___ Data in this exercise
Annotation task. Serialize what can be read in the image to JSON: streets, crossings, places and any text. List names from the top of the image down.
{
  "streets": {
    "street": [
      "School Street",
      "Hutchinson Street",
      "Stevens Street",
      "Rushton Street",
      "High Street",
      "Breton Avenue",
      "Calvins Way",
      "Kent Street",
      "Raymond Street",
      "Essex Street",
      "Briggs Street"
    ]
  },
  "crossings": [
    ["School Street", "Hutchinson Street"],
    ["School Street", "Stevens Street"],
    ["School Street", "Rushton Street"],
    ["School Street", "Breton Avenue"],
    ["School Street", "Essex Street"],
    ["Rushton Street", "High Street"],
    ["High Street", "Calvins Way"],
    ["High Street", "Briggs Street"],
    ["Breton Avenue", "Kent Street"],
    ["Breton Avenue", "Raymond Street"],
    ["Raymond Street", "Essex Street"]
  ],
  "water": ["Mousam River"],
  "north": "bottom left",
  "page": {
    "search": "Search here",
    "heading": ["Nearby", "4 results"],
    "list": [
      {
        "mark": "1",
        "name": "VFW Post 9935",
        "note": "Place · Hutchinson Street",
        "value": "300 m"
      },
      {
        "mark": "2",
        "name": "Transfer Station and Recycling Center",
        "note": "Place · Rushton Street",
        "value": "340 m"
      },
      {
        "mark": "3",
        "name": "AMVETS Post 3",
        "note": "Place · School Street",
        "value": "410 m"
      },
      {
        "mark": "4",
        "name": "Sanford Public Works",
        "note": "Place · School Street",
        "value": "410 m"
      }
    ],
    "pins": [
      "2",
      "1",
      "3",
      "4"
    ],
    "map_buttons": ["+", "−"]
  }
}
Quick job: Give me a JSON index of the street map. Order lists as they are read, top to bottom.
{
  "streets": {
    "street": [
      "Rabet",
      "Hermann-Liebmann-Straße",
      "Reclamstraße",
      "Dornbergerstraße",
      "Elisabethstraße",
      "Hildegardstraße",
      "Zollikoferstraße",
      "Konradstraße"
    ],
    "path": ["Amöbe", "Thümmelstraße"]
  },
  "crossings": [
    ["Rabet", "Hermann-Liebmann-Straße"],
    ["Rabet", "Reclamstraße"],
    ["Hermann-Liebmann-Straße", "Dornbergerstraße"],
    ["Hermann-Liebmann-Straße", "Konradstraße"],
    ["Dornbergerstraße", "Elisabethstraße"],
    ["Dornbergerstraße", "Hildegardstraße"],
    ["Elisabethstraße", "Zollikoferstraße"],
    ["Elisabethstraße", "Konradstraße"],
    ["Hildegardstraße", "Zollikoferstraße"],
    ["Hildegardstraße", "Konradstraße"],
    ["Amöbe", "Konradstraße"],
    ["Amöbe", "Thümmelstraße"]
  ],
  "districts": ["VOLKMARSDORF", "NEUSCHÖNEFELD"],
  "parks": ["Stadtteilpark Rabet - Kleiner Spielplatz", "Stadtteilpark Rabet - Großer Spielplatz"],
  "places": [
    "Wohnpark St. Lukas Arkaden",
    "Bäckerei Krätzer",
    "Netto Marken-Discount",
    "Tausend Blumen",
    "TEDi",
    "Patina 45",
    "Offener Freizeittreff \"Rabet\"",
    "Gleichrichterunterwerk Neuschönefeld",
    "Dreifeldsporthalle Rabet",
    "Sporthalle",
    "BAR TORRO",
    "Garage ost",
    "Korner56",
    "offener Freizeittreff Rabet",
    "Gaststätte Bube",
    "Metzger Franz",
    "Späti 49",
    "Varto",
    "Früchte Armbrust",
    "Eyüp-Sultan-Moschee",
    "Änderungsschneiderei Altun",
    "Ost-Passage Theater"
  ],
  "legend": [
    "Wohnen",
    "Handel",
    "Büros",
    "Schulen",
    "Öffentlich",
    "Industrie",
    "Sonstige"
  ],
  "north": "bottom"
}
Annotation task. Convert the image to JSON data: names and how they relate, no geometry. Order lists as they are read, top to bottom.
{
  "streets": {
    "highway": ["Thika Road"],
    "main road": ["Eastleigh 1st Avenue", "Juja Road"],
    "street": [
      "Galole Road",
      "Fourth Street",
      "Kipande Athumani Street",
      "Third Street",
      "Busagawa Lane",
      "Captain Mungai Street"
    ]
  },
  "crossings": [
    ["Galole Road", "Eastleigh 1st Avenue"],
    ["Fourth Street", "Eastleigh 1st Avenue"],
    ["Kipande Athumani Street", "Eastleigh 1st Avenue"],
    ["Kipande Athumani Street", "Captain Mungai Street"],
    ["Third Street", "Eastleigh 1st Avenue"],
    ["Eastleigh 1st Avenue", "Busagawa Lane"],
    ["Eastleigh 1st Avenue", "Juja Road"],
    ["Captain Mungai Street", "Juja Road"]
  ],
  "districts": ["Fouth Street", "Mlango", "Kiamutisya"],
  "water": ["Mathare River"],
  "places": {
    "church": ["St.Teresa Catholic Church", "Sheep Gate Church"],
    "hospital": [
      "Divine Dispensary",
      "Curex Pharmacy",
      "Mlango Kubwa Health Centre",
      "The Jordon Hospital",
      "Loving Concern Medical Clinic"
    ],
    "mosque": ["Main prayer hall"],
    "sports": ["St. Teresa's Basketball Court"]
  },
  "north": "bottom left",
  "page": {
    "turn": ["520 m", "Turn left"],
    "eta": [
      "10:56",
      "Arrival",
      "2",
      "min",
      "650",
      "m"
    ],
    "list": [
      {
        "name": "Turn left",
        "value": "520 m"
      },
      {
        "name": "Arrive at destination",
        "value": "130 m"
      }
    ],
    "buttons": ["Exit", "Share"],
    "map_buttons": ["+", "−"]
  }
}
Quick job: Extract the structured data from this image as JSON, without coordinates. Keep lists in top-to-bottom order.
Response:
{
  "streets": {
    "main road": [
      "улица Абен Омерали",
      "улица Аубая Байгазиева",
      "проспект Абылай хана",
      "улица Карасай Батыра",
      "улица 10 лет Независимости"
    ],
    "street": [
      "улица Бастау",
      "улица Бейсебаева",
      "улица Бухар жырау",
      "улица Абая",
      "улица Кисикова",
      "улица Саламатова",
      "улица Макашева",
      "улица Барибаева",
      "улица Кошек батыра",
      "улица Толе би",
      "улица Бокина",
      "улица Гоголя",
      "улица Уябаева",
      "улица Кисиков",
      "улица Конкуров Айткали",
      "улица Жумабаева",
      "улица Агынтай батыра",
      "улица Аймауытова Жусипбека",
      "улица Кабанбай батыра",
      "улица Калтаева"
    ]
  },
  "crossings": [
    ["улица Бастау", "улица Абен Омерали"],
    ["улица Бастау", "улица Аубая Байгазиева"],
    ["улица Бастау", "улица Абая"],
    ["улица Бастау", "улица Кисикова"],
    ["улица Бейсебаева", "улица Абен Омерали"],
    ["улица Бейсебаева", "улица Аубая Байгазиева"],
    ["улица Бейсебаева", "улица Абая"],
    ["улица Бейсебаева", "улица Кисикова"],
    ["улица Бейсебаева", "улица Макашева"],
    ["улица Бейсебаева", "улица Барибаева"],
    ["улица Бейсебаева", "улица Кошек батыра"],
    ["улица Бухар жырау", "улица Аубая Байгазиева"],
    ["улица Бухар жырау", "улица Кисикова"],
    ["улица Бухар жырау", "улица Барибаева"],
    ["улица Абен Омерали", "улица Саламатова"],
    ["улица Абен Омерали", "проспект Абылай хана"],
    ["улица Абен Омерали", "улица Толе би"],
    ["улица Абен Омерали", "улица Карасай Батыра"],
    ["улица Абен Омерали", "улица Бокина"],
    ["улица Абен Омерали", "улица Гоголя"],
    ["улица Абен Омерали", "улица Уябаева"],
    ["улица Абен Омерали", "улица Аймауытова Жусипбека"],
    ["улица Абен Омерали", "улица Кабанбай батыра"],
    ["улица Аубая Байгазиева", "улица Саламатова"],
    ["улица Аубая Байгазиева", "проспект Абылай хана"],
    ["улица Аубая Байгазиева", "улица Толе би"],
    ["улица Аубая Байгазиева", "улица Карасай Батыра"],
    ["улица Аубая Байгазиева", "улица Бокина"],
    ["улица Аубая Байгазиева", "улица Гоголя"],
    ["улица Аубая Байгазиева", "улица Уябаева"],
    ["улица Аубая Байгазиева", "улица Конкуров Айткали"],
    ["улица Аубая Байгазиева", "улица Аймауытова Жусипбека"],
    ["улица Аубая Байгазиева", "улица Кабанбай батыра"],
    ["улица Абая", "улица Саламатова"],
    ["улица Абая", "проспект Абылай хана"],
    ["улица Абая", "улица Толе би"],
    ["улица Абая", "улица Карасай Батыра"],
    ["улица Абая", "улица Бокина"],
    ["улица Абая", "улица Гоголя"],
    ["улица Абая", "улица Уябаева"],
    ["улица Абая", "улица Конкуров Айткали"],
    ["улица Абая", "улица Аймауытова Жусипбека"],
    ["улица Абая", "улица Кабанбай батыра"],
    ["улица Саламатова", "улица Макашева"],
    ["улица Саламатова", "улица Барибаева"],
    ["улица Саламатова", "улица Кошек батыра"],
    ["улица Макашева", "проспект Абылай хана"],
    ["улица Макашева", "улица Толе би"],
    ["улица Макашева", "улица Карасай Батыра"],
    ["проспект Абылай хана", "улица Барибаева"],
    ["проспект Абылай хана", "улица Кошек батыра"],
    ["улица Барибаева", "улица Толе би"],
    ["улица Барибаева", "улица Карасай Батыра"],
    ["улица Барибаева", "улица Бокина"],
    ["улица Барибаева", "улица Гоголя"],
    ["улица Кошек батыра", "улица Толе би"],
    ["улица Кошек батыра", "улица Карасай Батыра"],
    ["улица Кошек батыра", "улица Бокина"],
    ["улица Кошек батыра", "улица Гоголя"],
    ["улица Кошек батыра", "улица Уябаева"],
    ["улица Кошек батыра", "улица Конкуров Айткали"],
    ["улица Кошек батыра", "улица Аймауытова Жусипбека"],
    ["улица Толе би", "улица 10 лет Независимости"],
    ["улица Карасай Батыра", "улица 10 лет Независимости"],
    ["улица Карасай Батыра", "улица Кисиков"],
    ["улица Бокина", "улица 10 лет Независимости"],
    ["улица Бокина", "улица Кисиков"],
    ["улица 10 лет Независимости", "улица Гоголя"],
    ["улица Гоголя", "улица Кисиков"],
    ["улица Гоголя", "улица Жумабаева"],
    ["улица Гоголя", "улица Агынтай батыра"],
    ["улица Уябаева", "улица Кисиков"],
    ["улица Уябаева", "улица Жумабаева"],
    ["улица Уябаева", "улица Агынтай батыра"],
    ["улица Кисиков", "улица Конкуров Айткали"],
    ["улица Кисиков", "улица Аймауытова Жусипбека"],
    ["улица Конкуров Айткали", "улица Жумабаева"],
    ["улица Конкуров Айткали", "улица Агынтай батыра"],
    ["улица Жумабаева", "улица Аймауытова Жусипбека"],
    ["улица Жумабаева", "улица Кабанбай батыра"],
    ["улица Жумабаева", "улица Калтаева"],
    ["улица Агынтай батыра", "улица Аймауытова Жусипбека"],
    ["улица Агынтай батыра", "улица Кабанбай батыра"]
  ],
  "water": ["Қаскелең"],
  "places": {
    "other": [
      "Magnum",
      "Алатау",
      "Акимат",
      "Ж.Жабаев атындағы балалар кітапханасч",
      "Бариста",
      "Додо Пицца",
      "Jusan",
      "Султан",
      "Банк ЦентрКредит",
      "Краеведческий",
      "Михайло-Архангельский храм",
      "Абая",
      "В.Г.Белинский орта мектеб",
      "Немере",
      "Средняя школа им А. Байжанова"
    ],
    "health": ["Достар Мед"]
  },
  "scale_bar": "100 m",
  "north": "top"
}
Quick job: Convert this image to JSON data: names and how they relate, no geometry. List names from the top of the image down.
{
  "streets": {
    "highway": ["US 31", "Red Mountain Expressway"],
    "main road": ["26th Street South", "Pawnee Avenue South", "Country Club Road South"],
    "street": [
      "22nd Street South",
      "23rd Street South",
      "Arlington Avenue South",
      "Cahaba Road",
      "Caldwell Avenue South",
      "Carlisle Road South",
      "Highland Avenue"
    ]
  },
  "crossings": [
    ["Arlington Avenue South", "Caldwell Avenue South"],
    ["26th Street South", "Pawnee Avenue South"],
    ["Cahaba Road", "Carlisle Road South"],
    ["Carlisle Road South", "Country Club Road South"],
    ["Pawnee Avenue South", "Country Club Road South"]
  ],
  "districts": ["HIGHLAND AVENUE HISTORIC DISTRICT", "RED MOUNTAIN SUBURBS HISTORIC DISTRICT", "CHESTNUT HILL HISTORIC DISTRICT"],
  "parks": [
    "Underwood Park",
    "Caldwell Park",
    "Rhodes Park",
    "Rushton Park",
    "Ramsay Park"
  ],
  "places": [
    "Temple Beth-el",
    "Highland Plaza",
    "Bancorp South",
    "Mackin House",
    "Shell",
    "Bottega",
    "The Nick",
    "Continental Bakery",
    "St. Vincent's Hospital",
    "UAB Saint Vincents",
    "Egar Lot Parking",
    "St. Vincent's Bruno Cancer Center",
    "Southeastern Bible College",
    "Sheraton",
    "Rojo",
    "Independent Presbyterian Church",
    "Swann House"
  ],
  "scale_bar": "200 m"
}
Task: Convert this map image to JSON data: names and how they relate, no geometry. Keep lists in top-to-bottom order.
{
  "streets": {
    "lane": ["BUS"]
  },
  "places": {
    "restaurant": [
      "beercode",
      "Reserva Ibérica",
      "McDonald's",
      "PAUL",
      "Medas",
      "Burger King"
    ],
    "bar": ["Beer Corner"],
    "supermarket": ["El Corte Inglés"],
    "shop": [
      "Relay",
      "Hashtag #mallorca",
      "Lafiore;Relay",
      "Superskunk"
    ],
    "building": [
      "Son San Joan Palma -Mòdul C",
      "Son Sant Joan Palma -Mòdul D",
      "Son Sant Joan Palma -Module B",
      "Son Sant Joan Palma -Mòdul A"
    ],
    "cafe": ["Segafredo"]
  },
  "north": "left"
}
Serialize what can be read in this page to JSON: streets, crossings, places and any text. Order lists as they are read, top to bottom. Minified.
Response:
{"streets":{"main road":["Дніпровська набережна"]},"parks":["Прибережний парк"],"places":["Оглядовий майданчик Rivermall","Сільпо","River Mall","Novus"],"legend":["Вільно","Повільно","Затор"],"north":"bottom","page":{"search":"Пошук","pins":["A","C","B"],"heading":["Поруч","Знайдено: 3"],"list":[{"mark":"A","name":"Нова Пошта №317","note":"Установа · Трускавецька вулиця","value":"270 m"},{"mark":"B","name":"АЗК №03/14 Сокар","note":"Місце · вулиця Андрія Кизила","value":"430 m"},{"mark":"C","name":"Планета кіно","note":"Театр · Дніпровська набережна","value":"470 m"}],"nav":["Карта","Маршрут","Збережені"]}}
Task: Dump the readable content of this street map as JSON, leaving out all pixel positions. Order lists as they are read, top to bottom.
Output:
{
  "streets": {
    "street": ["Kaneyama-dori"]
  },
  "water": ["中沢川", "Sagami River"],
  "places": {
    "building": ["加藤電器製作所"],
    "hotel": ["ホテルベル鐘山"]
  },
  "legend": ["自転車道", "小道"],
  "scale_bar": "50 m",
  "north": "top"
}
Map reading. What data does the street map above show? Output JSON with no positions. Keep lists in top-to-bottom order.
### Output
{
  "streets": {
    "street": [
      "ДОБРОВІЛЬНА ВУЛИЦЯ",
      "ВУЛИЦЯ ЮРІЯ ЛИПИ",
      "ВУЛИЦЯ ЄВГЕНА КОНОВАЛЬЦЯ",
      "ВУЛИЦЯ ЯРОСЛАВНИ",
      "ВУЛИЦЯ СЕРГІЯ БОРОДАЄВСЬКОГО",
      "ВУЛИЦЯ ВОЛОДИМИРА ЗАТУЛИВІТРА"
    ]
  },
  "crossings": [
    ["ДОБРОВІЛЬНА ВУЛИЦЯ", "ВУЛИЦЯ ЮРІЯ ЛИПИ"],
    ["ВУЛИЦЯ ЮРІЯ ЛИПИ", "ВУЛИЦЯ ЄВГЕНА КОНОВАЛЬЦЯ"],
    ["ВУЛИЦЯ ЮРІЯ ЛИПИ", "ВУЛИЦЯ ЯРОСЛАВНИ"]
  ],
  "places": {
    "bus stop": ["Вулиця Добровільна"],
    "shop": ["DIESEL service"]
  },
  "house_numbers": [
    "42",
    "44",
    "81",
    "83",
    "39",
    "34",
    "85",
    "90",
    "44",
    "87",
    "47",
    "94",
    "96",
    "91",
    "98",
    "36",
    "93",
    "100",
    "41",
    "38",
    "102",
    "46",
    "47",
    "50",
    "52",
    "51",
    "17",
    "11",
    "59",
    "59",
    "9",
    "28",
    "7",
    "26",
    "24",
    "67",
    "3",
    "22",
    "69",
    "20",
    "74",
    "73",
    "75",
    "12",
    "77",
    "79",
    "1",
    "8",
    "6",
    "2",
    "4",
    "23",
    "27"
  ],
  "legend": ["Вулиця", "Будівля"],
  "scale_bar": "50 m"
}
______
Assignment –
The expected answer is one number: how many lines of the material contain the word "Hildegardstraße".

Solution for this exercise –
4